WHAT IS BEING ASKED:
Only the lines from the one containing "dot.arc(x, y, r, 0, 2 * Math.PI);" through the final line of the entries below are wanted, each copied exactly.

RAW DATA:
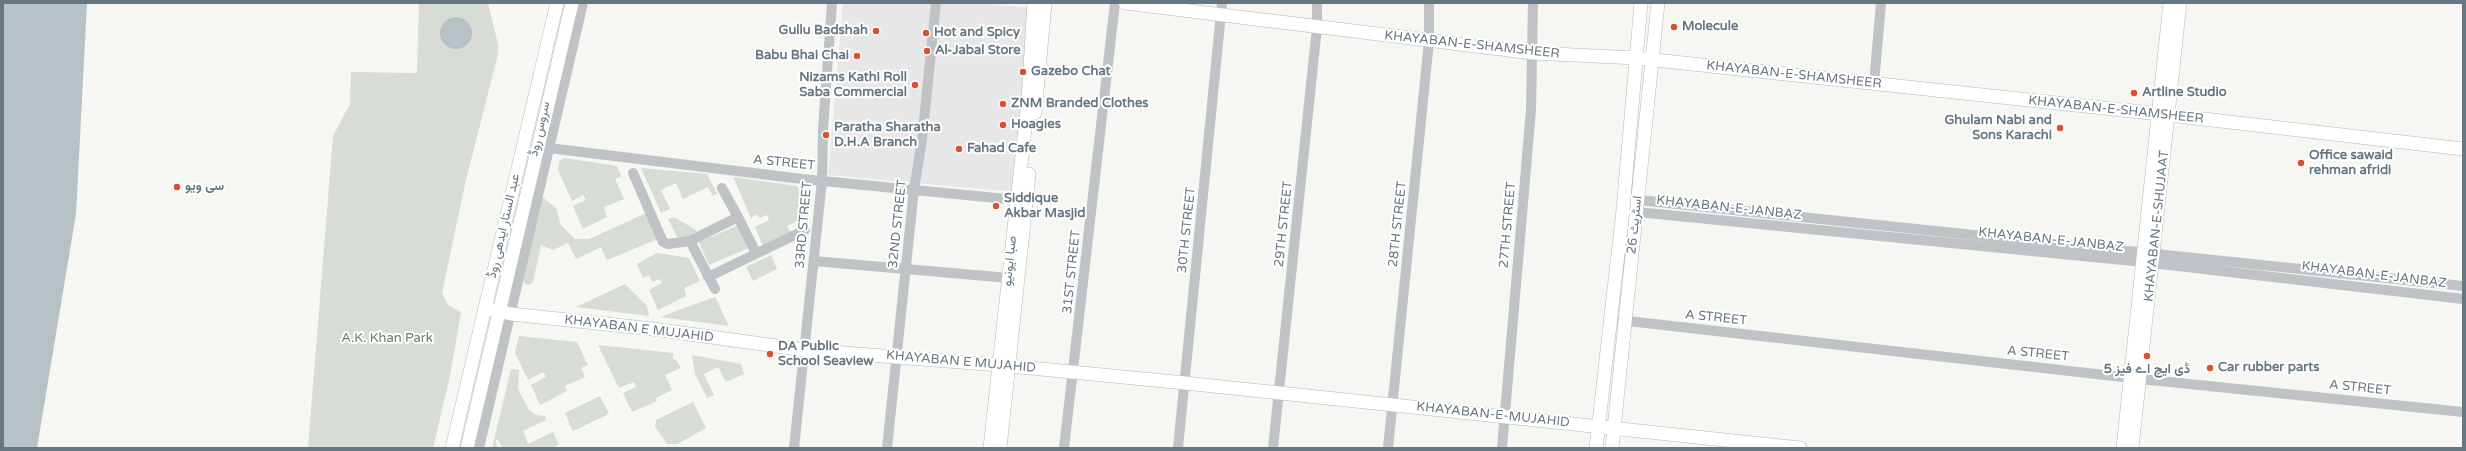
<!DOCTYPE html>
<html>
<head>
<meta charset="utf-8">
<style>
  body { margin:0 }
  #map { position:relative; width:2466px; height:451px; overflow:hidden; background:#f6f6f3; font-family:"Varela Round",sans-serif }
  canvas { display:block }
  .frame { position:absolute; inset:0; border:4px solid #677782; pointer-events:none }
</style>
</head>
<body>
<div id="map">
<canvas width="2466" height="451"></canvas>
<div class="frame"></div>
</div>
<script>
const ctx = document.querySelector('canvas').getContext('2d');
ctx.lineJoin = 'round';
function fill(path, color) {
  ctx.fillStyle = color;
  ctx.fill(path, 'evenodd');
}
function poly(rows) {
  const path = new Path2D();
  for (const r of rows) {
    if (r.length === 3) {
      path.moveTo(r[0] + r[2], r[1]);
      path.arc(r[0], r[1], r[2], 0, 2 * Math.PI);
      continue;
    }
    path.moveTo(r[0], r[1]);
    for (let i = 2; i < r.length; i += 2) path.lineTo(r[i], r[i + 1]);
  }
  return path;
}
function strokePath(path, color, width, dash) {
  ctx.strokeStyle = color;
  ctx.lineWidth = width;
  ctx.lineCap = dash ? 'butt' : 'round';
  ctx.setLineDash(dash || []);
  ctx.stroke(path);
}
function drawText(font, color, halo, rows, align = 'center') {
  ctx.font = font + ' "Varela Round",Vazirmatn,sans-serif';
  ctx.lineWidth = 4;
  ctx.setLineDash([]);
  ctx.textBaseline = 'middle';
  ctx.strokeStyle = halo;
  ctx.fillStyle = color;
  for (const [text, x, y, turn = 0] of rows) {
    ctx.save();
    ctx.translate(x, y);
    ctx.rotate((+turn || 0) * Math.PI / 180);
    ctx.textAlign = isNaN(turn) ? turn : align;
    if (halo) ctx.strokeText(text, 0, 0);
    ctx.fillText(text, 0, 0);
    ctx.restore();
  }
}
fill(poly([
  [843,3,978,3,1031,8,1014,192,828,175]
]), '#e6e7e6');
fill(poly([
  [419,3,488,3,498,44,498,54,465,184,442,293,448,305,461,312,450,376,433,448,308,448,333,136,350,104,351,72,417,73],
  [564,158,617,166,621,176,615,179,624,199,604,207,607,217,583,229,573,206,586,200,583,195,572,201,558,170,559,162],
  [641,168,707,174,717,194,713,196,708,187,683,199,676,183,661,190,670,209,661,213],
  [733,177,797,186,806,205,802,206,807,216,787,226,791,234,763,246,755,227,769,220,767,215,759,218,757,214,751,218],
  [541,196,556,208,561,225,575,239,589,239,646,213,658,239,607,260,601,247,576,259,568,243,553,250,541,245,533,282,529,285,525,284,523,281],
  [674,217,696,230,697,232,679,241,668,219],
  [739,225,749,248,709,265,699,242],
  [657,253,689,258,700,281,684,288,686,296,658,310,649,290,662,283,660,279,652,282,649,275,643,278,637,264],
  [771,255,777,269,753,281,746,267],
  [625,284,647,306,649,316,576,307],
  [715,297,729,326,660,317],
  [519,336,577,342,588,365,581,368,585,377,565,386,567,391,540,405,531,385,546,377,543,372,528,380,515,353],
  [598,345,673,353,673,359,676,360,681,368,665,375,672,390,656,398,657,401,632,412,623,393,636,387,634,382,619,388],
  [692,355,741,364,744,374,726,382,718,367,704,374,714,395,707,398,695,374],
  [511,369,519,370,518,389,529,410,536,415,545,416,546,420,523,431,528,444,553,432,559,444,552,448,503,448,498,440,496,440,497,448,492,448],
  [600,396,609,414,573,431,565,413],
  [693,402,706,428,677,444,667,444,655,427,656,420]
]), '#d7dcd4');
fill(poly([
  [3,3,87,3,76,214,37,448,3,448],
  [456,33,16]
]), '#b6c2c6');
const major = poly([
  [1125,3,1533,53,1636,58,2169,115,2463,149],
  [1035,113,1045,3],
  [485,308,511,314,653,329,805,350,999,365,1185,383,1800,448],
  [452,448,557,3],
  [467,448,572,3],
  [990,448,1028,101,1034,3],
  [1000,448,1029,174],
  [1596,448,1623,210,1641,3],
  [1612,448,1658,3],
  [2123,448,2170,3],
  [2132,448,2180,3]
]);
strokePath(major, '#b3b7ba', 14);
strokePath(poly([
  [1874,84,1881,3],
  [549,148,802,179,1017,200],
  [633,173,663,242,668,244,690,241,715,289],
  [722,188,738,217],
  [1638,200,2463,286],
  [1637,212,2143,262,2463,299],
  [690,241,738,217,756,253],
  [814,261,1009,278],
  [708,277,805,230],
  [1610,319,2140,379,2463,412],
  [479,448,583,3],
  [794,448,822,180,823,129,832,3],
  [887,448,914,189,922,140,936,3],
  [1064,448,1115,3],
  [1178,448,1222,3],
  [1273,448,1317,27,1317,3],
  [1388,448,1429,41,1429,3],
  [1502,448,1531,110,1533,3]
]), '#bfc3c6', 10);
strokePath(major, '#fff', 13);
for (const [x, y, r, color] of [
  [1674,27,4,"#d85131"],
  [876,31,4,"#d85131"],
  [926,33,4,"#d85131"],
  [927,51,4,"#d85131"],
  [857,56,4,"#d85131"],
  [1023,72,4,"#d85131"],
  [915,85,4,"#d85131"],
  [2134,93,4,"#d85131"],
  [1003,104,4,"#d85131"],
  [1003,125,4,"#d85131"],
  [2060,128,4,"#d85131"],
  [826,135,4,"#d85131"],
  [959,149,4,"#d85131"],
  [2301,163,4,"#d85131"],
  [177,187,4,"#d85131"],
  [996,206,4,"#d85131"],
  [770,354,4,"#d85131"],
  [2147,356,4,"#d85131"],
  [2210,368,4,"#d85131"]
]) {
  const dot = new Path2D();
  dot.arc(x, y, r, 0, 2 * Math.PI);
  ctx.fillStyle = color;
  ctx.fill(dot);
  strokePath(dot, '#fff', 1.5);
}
drawText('bold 13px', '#677782', '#fff', [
  ["Molecule",1682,27],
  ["Gullu Badshah",868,31,"right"],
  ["Hot and Spicy",934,33],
  ["Al-Jabal Store",935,51],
  ["Babu Bhai Chai",849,56,"right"],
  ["Gazebo Chat",1031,72],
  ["Nizams Kathi Roll",907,78,"right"],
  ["Saba Commercial",907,93,"right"],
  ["Artline Studio",2142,93],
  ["ZNM Branded Clothes",1011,104],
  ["Ghulam Nabi and",2052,121,"right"],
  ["Sons Karachi",2052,136,"right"],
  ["Hoagies",1011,125],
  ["Paratha Sharatha",834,128],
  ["D.H.A Branch",834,143],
  ["Fahad Cafe",967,149],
  ["Office sawaid",2309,156],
  ["rehman afridi",2309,171],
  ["سی ویو",185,187],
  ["Siddique",1004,199],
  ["Akbar Masjid",1004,214],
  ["DA Public",778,347],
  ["School Seaview",778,362],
  ["Car rubber parts",2218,368],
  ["5 ڈی ایچ اے فیز",2147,370,"center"]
], 'left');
drawText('13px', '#677782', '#fff', [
  ["KHAYABAN-E-SHAMSHEER",1472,45,6],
  ["KHAYABAN-E-SHAMSHEER",1794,75,6],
  ["KHAYABAN-E-SHAMSHEER",2116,110,6],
  ["سروس روڈ",540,129,-77],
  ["A STREET",784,163,6],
  ["KHAYABAN-E-JANBAZ",1729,208,6],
  ["32ND STREET",898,224,-84],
  ["29TH STREET",1284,224,-84],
  ["28TH STREET",1398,224,-84],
  ["33RD STREET",804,225,-85],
  ["27TH STREET",1508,225,-85],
  ["اسٹریٹ 26",1635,225,-84],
  ["عبد الستار ایدھی روڈ",504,226,-77],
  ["KHAYABAN-E-SHUJAAT",2157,226,-84],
  ["30TH STREET",1187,230,-84],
  ["KHAYABAN-E-JANBAZ",2051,240,6],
  ["صبا ایونیو",1010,261,-84],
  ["31ST STREET",1072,272,-84],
  ["KHAYABAN-E-JANBAZ",2374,275,7],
  ["A STREET",1716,318,6],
  ["KHAYABAN E MUJAHID",639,329,7],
  ["A STREET",2038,354,6],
  ["KHAYABAN E MUJAHID",961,362,5],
  ["A STREET",2360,388,6],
  ["KHAYABAN-E-MUJAHID",1493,415,6]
]);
drawText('13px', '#6a7965', '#fff', [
  ["A.K. Khan Park",387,339]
]);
</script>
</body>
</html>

RESULT:
  dot.arc(x, y, r, 0, 2 * Math.PI);
  ctx.fillStyle = color;
  ctx.fill(dot);
  strokePath(dot, '#fff', 1.5);
}
drawText('bold 13px', '#677782', '#fff', [
  ["Molecule",1682,27],
  ["Gullu Badshah",868,31,"right"],
  ["Hot and Spicy",934,33],
  ["Al-Jabal Store",935,51],
  ["Babu Bhai Chai",849,56,"right"],
  ["Gazebo Chat",1031,72],
  ["Nizams Kathi Roll",907,78,"right"],
  ["Saba Commercial",907,93,"right"],
  ["Artline Studio",2142,93],
  ["ZNM Branded Clothes",1011,104],
  ["Ghulam Nabi and",2052,121,"right"],
  ["Sons Karachi",2052,136,"right"],
  ["Hoagies",1011,125],
  ["Paratha Sharatha",834,128],
  ["D.H.A Branch",834,143],
  ["Fahad Cafe",967,149],
  ["Office sawaid",2309,156],
  ["rehman afridi",2309,171],
  ["سی ویو",185,187],
  ["Siddique",1004,199],
  ["Akbar Masjid",1004,214],
  ["DA Public",778,347],
  ["School Seaview",778,362],
  ["Car rubber parts",2218,368],
  ["5 ڈی ایچ اے فیز",2147,370,"center"]
], 'left');
drawText('13px', '#677782', '#fff', [
  ["KHAYABAN-E-SHAMSHEER",1472,45,6],
  ["KHAYABAN-E-SHAMSHEER",1794,75,6],
  ["KHAYABAN-E-SHAMSHEER",2116,110,6],
  ["سروس روڈ",540,129,-77],
  ["A STREET",784,163,6],
  ["KHAYABAN-E-JANBAZ",1729,208,6],
  ["32ND STREET",898,224,-84],
  ["29TH STREET",1284,224,-84],
  ["28TH STREET",1398,224,-84],
  ["33RD STREET",804,225,-85],
  ["27TH STREET",1508,225,-85],
  ["اسٹریٹ 26",1635,225,-84],
  ["عبد الستار ایدھی روڈ",504,226,-77],
  ["KHAYABAN-E-SHUJAAT",2157,226,-84],
  ["30TH STREET",1187,230,-84],
  ["KHAYABAN-E-JANBAZ",2051,240,6],
  ["صبا ایونیو",1010,261,-84],
  ["31ST STREET",1072,272,-84],
  ["KHAYABAN-E-JANBAZ",2374,275,7],
  ["A STREET",1716,318,6],
  ["KHAYABAN E MUJAHID",639,329,7],
  ["A STREET",2038,354,6],
  ["KHAYABAN E MUJAHID",961,362,5],
  ["A STREET",2360,388,6],
  ["KHAYABAN-E-MUJAHID",1493,415,6]
]);
drawText('13px', '#6a7965', '#fff', [
  ["A.K. Khan Park",387,339]
]);
</script>
</body>
</html>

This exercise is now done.